╭─ Dataset

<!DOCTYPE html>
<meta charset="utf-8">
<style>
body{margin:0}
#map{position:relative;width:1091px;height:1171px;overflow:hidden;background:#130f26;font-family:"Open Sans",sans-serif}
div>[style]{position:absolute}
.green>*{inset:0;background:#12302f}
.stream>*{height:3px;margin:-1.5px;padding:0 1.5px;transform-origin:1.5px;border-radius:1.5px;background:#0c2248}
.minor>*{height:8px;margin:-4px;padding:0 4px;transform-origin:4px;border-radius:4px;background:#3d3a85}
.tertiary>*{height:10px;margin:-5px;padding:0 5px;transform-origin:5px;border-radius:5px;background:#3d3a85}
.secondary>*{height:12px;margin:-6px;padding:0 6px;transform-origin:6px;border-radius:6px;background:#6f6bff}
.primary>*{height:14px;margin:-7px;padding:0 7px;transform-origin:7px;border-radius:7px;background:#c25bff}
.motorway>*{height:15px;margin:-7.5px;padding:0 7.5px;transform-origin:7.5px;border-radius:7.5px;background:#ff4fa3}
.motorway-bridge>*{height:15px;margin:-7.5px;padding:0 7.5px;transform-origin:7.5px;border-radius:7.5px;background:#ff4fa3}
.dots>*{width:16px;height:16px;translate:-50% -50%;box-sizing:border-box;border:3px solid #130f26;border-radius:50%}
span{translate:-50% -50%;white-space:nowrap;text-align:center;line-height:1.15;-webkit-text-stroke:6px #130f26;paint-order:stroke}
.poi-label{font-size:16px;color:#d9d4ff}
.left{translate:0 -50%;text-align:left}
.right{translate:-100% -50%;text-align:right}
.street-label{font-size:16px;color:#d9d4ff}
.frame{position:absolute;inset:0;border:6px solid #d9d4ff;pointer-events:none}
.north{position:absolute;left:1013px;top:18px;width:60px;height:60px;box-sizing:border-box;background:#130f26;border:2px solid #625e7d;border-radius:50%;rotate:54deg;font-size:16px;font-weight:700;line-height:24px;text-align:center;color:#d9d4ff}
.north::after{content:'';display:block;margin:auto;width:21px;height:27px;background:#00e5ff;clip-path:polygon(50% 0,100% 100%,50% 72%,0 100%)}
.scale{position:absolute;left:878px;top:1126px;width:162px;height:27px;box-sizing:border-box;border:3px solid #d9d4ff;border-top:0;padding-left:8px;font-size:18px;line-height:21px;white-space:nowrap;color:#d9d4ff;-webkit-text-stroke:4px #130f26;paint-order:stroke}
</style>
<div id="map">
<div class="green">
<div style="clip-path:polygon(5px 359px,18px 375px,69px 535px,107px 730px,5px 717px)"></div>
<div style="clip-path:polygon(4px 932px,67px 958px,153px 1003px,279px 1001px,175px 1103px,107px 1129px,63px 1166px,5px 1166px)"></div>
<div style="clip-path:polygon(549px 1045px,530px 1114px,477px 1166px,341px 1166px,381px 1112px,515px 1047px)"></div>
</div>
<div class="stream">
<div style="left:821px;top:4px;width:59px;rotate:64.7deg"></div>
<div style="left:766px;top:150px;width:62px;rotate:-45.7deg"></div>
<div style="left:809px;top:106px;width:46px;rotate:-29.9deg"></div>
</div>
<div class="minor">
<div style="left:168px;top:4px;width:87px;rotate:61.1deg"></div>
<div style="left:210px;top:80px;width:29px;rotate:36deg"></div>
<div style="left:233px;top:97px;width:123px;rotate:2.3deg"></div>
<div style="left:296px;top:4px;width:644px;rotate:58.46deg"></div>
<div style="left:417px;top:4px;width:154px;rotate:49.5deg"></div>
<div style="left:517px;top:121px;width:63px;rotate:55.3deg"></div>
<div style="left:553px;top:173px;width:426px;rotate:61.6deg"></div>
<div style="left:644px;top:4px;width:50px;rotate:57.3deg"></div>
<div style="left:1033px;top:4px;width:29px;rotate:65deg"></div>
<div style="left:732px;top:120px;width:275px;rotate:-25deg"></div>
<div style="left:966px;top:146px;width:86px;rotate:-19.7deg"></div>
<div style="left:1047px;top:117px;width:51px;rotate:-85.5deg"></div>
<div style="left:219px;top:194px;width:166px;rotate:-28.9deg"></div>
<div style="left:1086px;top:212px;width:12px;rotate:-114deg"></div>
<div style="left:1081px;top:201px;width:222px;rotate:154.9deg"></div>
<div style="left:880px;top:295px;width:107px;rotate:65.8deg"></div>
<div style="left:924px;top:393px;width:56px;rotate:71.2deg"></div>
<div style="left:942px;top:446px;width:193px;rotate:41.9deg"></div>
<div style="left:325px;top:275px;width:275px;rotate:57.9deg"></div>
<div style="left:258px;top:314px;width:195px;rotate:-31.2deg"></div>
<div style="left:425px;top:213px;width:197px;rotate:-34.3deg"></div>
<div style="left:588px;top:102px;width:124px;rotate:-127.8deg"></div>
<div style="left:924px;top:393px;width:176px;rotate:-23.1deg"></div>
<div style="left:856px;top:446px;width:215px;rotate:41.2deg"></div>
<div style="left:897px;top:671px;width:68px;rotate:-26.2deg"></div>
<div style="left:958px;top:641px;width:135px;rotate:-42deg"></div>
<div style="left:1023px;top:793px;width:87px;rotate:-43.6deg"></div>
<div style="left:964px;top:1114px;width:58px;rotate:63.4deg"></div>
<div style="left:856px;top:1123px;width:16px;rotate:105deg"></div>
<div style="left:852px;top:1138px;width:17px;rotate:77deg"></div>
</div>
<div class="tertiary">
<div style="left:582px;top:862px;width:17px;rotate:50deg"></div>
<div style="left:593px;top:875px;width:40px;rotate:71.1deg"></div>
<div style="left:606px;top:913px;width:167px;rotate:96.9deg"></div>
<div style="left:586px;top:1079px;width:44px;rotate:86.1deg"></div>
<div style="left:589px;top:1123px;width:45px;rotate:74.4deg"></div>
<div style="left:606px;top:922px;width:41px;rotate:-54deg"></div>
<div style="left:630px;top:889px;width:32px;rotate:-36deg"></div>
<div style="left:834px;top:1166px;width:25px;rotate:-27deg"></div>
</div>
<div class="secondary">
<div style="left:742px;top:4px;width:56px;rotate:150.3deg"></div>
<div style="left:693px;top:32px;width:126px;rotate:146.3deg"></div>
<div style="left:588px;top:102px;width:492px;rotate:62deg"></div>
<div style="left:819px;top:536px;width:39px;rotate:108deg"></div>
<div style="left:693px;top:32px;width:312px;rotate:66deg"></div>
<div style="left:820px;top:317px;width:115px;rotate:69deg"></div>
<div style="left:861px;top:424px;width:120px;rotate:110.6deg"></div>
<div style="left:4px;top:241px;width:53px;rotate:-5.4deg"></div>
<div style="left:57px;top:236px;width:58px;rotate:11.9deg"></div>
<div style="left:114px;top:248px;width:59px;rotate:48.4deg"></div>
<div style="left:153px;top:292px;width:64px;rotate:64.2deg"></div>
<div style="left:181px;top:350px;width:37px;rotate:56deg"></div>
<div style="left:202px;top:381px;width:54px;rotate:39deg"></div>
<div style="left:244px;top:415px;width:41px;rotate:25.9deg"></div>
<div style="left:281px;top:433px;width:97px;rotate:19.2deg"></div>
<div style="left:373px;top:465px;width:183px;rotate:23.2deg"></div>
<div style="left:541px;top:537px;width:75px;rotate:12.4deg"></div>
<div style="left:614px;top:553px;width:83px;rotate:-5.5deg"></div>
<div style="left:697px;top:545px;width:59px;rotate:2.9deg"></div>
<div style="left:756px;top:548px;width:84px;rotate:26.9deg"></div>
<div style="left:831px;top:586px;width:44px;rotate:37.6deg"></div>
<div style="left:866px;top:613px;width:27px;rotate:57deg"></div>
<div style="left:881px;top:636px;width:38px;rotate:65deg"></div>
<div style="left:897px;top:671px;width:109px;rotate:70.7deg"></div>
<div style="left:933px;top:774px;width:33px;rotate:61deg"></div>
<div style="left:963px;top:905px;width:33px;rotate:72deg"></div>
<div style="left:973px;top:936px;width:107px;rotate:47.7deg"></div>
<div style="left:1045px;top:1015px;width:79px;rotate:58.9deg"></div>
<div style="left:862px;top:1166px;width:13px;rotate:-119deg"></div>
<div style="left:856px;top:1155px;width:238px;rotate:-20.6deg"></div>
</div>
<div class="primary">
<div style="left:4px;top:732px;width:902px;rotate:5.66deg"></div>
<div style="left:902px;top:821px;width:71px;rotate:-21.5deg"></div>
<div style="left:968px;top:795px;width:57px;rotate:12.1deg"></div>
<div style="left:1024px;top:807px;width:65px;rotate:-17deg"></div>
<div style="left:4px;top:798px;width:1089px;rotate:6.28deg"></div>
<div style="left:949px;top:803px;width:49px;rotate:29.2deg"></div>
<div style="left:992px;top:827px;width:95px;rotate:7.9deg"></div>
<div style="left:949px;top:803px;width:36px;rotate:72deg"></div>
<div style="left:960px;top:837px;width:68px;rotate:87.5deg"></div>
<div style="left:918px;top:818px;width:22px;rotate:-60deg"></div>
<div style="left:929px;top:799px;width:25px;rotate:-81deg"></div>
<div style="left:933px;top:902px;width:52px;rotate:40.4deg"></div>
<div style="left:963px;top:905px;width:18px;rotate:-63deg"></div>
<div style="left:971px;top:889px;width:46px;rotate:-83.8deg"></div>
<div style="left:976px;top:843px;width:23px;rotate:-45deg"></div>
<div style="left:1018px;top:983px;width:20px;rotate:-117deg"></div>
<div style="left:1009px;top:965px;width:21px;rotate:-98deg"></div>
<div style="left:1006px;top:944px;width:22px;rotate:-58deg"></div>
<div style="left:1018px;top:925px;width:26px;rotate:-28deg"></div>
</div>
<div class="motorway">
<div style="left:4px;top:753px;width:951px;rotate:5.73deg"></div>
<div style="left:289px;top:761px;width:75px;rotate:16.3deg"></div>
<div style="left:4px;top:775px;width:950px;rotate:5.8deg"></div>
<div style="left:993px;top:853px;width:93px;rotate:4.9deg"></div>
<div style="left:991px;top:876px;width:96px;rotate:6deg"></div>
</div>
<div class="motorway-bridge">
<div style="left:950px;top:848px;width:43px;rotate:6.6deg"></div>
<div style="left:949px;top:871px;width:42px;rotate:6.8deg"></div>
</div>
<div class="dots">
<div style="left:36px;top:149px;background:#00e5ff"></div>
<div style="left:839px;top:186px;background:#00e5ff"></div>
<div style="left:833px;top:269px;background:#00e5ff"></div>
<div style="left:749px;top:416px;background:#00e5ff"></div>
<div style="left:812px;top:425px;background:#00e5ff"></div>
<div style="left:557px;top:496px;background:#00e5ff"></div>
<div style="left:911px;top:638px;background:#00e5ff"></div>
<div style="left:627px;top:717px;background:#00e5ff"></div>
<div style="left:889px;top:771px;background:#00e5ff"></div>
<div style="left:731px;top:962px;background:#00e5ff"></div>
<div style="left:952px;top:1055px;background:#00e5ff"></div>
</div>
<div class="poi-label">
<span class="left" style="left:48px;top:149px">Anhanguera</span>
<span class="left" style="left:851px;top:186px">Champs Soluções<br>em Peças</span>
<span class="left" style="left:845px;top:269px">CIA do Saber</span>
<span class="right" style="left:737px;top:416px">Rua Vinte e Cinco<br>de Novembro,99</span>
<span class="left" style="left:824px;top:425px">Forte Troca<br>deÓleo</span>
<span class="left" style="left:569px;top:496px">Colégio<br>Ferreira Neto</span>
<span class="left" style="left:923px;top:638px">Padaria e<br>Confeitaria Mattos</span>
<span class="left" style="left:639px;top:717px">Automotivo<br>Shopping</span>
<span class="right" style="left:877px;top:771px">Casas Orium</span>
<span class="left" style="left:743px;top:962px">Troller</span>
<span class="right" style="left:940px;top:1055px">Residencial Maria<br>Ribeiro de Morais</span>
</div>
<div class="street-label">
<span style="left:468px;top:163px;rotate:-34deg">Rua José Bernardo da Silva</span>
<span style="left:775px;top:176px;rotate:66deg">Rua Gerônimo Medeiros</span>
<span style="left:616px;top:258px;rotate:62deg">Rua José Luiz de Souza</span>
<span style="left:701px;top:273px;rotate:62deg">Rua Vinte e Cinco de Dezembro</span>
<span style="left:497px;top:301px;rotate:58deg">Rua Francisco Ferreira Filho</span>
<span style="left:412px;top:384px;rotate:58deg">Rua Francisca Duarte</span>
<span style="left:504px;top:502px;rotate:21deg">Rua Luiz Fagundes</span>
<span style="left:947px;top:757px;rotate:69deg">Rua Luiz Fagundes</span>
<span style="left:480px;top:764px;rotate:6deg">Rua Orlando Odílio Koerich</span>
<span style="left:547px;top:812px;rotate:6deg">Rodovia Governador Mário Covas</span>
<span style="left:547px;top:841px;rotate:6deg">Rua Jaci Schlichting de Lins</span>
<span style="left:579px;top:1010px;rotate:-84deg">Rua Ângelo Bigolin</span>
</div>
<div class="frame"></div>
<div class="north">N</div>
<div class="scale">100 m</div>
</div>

╰─

Whenever the word "stream" occurs in a line of the records, that line counts toward the total; state the total only.

[Finished task] 2